3年半ぶりの国会質問~農林水産委員会理事として

2013-1-31

国政復帰後初めての委員会質問

1月24日、私は、3年半ぶりの国会質問に立った。
国会召集は28日だが、この日、主として畜産・酪農対策について審議するため、衆議院農林水産委員会が開会され、この国会から理事に就任することとなった私が、トップバッターとなった。
私自身は、これまでの約6年間の国会議員生活の中で、自民党の農林部会長代理を3年間、畜産・酪農対策小委員長を3年間、それぞれ務めるなど、農林分野に力を入れてきた。
ただ、委員会となると、農林水産委員会にはなぜか縁がなく、予算委員会、国土交通委員会、総務委員会などに所属していたため、この日は、私にとっても初めての農林水産委員会での質問となった。
現在、TPP交渉参加の是非などをめぐり(私は反対の立場。)、どのようにして、畜産酪農業を初めとしたわが国農業を守り、攻めの産業に変えていくべきかという論議が盛んに行われている。
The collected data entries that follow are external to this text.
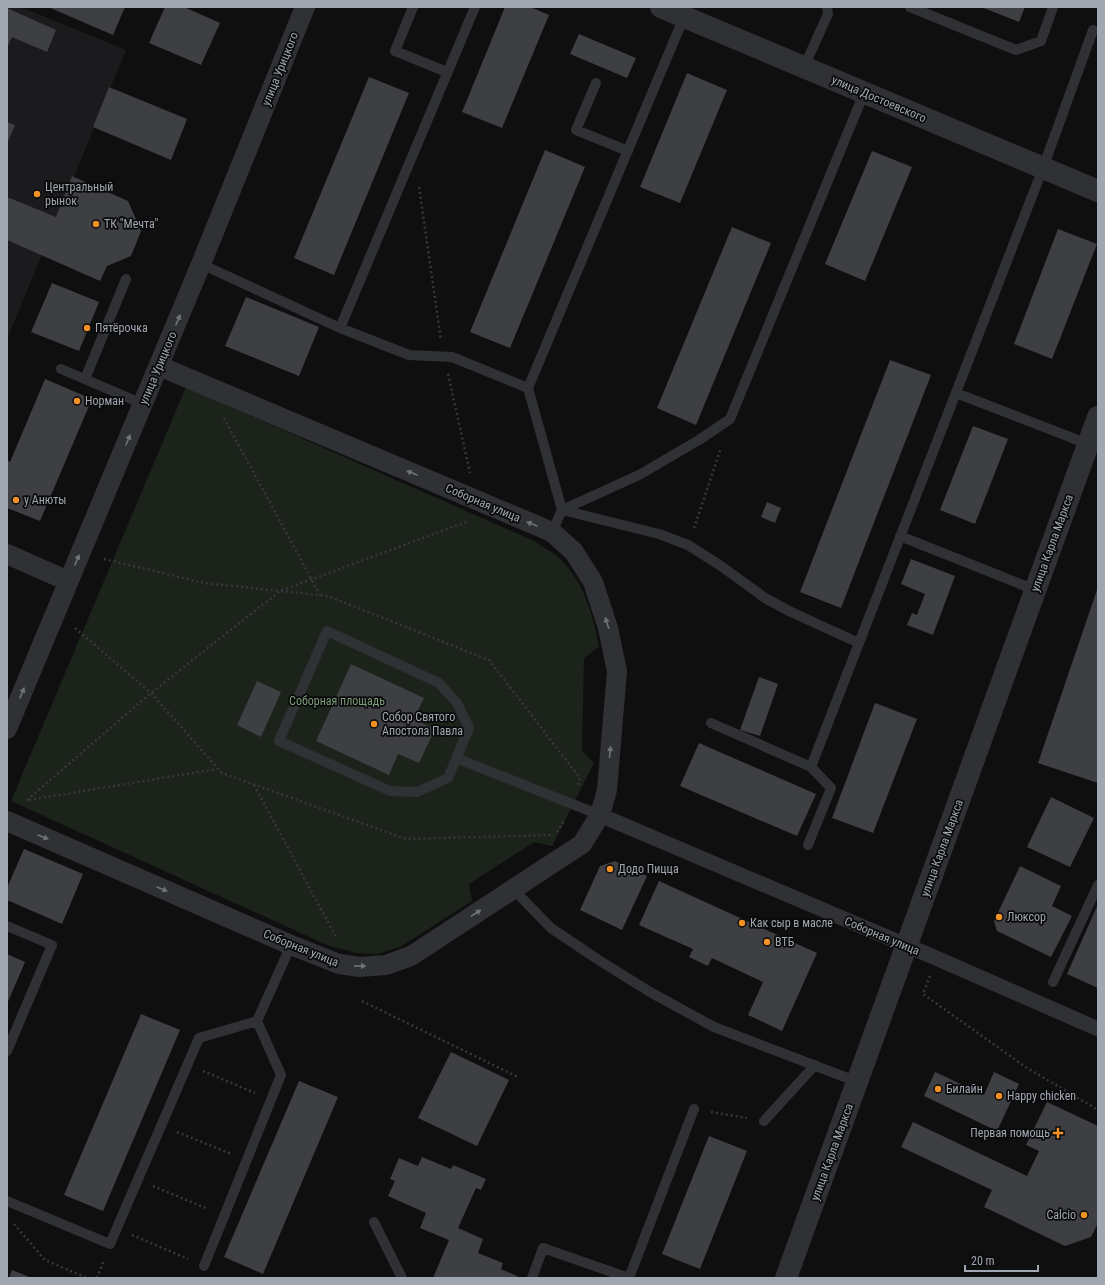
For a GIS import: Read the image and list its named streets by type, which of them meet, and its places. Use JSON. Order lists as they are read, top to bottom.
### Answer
{
  "streets": {
    "street": [
      "улица Урицкого",
      "улица Достоевского",
      "Соборная улица",
      "улица Карла Маркса"
    ]
  },
  "crossings": [
    ["улица Урицкого", "Соборная улица"],
    ["Соборная улица", "улица Карла Маркса"]
  ],
  "one_way": ["улица Урицкого"],
  "parks": ["Соборная площадь"],
  "places": {
    "other": [
      "Центральный рынок",
      "ТК \"Мечта\"",
      "Пятёрочка",
      "Норман",
      "у Анюты",
      "Собор Святого Апостола Павла",
      "Додо Пицца",
      "Люксор",
      "Как сыр в масле",
      "ВТБ",
      "Билайн",
      "Happy chicken",
      "Calcio"
    ],
    "health": ["Первая помощь"]
  },
  "scale_bar": "20 m"
}
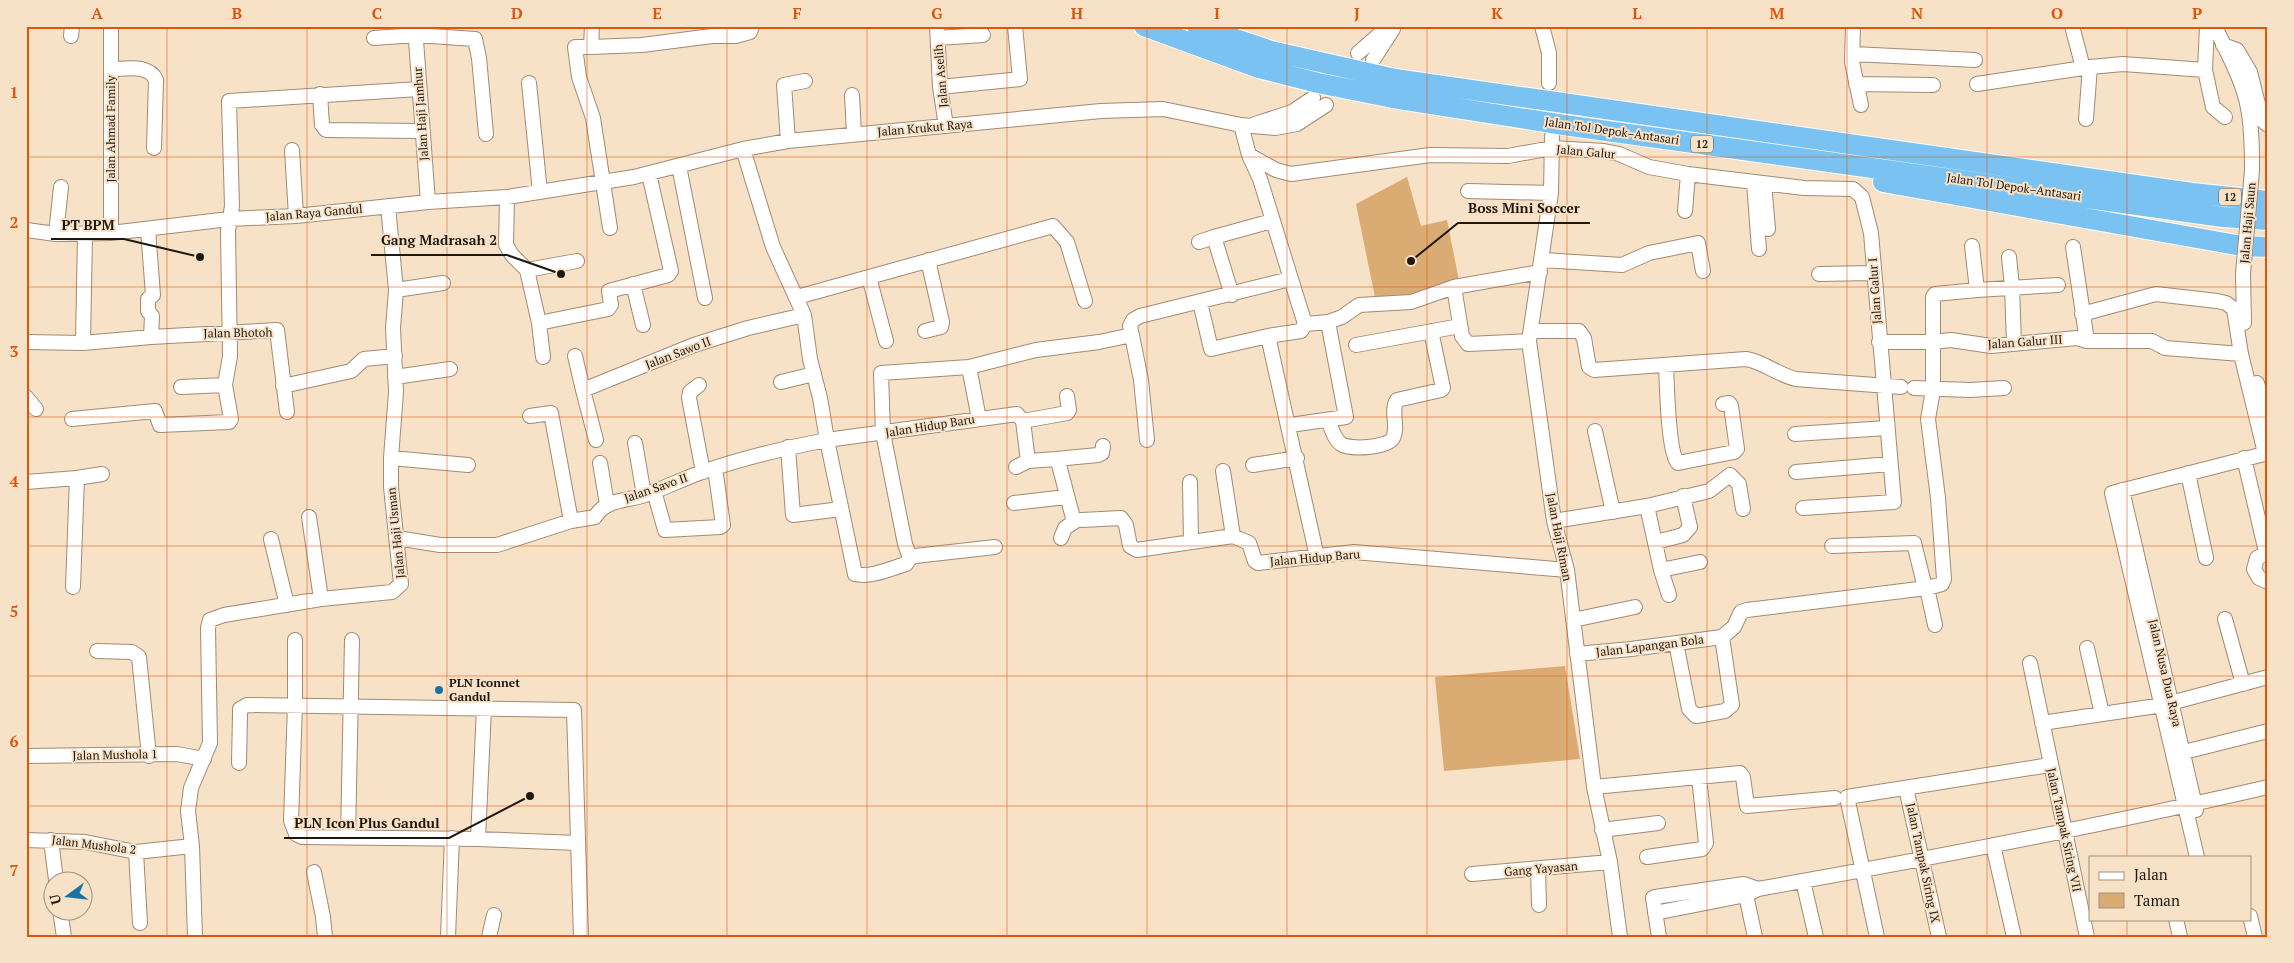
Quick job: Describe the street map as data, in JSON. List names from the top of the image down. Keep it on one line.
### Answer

この日の質問では、原点に帰って、なぜわが国の畜産・酪農業を守り育てなければならないかという点を、私なりに整理させていただいた。
私は、先に述べたように、自民党の畜産・酪農対策小委員長を3年間務めた経験を持つが、実は、私の選挙区で畜産・酪農業を営む農家は100戸程度と決して多くなく、選挙のための仕事でないことは明らかだ。
だからこそ、私は、わが国にとって、畜産・酪農業の存在がなぜ必要なのだろうかということを常に考えながら、委員長としての務めに当たってきた。
論じればきりがないが、この日の質問では、大きく4点を挙げ、整理させていただいた。

1つは、消費者に対して、安全で良質な動物性タンパクを提供しなければならないということ。
飲用乳、生卵は勿論のこと、肉類についても、国内ならではのしっかりした管理の下で、食の安全を確保することが大切だ。

2つは、国土保全・農地保全に不可欠な産業として位置づけ得るということ。
草や稲わらを食み、セルロースをタンパク質に変えてくれる牛は、農地保全に欠かせない存在で、離島などの国土保全にも役立っている。さらに、豚・鶏についても、国産の飼料用米やエコフィードの活用などで、今後、農地保全・環境保全の一翼を担う存在となり得る可能性を持っている。
そして、このような位置づけを与えることができるように、国の政策を動員していくことも必要だろう。

3つは、農業だけでなく、工業や商業・サービス業と連携し、すでに地域経済の核となっているということ。
北海道の酪農などはその典型だが、酪農・乳業メーカーが一体となって地域ブランドを形成し、地域の雇用を生み出している。
このような地場産業の育成は、地域活性化のために極めて重要だ。

4つは、他の農業分野と比べ、企業経営体としての脱皮が進み、「攻めの農業経営体」を作る先駆けとなり得るということ。
私が今まで接した畜産・酪農家は、極めてチャレンジングな方が多かった。わが国農業の体質を「攻め」に転じるためにも、畜産・酪農業の経営体質をさらに近代化していくことが大切だろう。

今後の農業政策を考える上では、その役割と重要性を再認識した上で、国の政策を、農業のあるべき方向を実現させることができるような方向に組み立て、体質の改善を図る努力が必要と思う。